Hi, well my kids go to The International College and are really happy there (yrs 8 and 10). We looked quite closely at schools in this area and chose the British College over Sunnyview simply because of our son and the IGCSEs he had previously been studying. But it is a great school. Another poster on here also has her two sons at the school and they're younger, but I cant remember what years they're in, but its in the primary school.

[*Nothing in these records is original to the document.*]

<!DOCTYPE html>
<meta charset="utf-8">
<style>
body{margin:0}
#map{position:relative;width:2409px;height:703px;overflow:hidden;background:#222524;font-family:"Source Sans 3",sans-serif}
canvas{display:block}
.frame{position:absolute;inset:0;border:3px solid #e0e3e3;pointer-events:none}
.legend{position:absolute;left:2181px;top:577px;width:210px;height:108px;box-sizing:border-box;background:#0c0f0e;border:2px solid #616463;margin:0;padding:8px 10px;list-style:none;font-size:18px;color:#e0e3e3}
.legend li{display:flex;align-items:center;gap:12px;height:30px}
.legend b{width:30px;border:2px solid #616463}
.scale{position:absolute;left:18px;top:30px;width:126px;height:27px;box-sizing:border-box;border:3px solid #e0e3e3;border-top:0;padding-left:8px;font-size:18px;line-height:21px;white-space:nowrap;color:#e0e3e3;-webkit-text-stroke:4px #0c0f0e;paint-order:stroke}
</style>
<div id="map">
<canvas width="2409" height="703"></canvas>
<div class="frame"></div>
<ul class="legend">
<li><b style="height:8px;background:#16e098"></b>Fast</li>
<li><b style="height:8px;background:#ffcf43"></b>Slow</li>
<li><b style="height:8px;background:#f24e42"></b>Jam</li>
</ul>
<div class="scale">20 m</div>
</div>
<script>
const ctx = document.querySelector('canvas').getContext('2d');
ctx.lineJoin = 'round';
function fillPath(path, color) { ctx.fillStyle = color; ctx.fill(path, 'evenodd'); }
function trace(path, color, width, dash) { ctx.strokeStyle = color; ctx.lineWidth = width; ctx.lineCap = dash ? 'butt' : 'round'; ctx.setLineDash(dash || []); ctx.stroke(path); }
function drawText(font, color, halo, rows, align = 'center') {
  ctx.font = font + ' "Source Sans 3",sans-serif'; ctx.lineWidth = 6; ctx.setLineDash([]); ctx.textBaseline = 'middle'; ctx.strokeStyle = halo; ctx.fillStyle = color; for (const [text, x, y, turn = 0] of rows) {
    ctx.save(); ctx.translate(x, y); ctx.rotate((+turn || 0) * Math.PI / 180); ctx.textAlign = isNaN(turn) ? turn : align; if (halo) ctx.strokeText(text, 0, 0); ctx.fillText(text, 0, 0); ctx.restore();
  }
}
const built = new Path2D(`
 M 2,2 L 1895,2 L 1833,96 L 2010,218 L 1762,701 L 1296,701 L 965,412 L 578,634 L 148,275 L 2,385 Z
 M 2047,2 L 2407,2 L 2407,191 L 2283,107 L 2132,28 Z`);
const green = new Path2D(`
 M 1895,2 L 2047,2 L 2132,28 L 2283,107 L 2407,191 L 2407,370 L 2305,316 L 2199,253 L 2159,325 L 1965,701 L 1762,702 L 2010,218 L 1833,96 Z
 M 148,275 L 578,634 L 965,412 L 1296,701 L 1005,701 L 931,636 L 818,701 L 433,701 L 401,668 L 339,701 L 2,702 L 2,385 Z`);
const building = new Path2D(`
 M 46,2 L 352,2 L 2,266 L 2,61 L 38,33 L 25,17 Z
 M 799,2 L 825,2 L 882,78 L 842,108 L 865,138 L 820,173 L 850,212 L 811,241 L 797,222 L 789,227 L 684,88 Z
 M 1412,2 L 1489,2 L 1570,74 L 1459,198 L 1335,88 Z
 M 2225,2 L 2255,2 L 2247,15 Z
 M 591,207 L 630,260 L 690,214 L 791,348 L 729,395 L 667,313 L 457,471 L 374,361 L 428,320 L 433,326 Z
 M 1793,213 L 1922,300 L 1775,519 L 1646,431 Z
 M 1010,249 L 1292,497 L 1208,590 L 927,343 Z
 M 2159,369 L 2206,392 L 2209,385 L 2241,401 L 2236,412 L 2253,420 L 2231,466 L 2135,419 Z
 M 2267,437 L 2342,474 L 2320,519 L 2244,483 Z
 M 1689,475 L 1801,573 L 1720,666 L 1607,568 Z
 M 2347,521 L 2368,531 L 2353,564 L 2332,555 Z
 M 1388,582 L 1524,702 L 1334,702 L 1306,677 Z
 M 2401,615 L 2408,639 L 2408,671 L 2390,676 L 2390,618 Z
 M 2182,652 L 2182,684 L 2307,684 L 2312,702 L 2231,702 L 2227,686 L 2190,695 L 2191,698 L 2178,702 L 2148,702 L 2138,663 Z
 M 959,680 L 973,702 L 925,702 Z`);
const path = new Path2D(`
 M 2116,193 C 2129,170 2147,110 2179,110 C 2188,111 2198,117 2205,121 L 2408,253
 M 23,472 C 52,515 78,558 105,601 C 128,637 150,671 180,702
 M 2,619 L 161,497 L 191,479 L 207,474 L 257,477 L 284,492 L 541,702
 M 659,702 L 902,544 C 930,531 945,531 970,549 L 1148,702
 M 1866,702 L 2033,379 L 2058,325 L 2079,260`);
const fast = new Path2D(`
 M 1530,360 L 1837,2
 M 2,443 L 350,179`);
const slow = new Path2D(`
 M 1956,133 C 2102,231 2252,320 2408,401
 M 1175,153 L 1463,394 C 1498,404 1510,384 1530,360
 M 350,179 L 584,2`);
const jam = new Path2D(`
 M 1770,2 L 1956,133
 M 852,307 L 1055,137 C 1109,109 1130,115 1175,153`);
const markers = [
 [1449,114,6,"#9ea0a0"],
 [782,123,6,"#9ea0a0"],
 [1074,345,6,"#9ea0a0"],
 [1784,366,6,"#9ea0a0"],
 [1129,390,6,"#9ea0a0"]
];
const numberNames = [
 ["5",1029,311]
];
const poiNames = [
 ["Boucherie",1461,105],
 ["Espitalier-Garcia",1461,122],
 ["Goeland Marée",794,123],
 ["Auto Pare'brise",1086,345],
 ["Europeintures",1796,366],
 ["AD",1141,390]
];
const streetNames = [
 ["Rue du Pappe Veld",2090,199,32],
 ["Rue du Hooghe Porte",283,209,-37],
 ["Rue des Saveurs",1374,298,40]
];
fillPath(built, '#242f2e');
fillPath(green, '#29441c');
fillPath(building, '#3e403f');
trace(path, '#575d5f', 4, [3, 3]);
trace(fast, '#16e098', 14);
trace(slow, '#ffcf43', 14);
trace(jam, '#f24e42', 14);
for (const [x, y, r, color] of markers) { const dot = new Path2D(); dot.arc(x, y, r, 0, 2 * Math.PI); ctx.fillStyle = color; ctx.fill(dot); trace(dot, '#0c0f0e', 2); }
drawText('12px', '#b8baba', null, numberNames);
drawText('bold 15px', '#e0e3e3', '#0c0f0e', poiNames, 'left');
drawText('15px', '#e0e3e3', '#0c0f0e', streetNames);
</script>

I also looked at Sunnyview and thats a lovely school too. Theres another poster (Lynn) on here who has three children there and my neighbours son goes there. "Lynn" I'm sure will post an answer on here. She investigated all the schools in the area when she first came over and chose Sunnyview. There are other schools in the area, but in my opinion, the choice is between those two - the uniforms may sway your kids . The British college has green and dreadful skirts (if you have daughters of course!!!?) and are extortionate!!!!!!!!

Jo xxx


----------



## jojo (Sep 20, 2007)

............ I've just asked my son about both schools and he says that Sunnyview does more music and drama than the British College. 

Jo xxx


----------



## lynn (Sep 25, 2008)

Jumo said:


> Hello,
> I'm new to this forum since we will be moving to Spain this summer.
> 
> I have question in regards to international schools for my children (year 1 and 2). Our shortlist consists of Sunny View and The British College of Benalmadena.
> ...


Hi Jumo,
My three children go to Sunny View School, although they are much older (17, 14 and 12). My youngest was in Primary for one year, but the head of primary has changed now. If you search on this forum, I'm sure you will come across a few threads that I have posted on with comments about the school, so I won't bore the regulars with the same info, but in short, I am extremely happy with the school and my children are settled, happy and progressing well academically. Once you have made a few more posts, you can us the Private Message facility, and then you are most welcome to ask any questions you might have. You might like to PM 'Yolly' who also has children at the school who are much closer in age to yours...
Good luck with your move

Lynn
x


----------



## Jumo (Feb 6, 2011)

Thanks for the quick answers, JoJo and Lynn

anything about gymnastics lessons ?

btw: how long does it take from the BBCollege to the Morotway because will will live in the
Alhaurin Grande/ Torre area.

kind regards
Jumo


----------



## lynn (Sep 25, 2008)

Jumo said:


> Thanks for the quick answers, JoJo and Lynn
> 
> anything about gymnastics lessons ?
> 
> ...


Hi Jumo,

There isn't a gymnastics after school club at Sunny View. I do know that my youngest son was doing some vaulting in his regular PE lesson last week! 
I seem to remember a thread by someone looking for gymnastics clubs in the Marbella area: http://www.expatforum.com/expats/spain-expat-forum-expats-living-spain/62328-gymnastics-clubs.html
I don't think it's a sport they seem to do down here(?)
The main sports at school seem to be volleyball, basketball and football from what I understand. Hope this helps
x

As for distance to school, well, I know Jo relocated from Alhaurin to Benalmadena to make life a lot easier for herself! It's certainly a lot quicker to Sunny View from Alhaurin.


----------



## jojo (Sep 20, 2007)

Jumo said:


> Thanks for the quick answers, JoJo and Lynn
> 
> anything about gymnastics lessons ?
> 
> ...


Its a long drive from AdlT , in the mornings with all the traffic jams it could take about 45 minutes!!In the end I used to drop my kids off at the train station at Plaza mayor and they caught the train to school and back, which was not easy so we moved!!!! It wont be so bad when they finish the motorway (if ever!!????)

As for gymnastics, my children say not really, but there are clubs around apparently and a big ice rink in Benalmadena

Jo xxx



Jo xxx


----------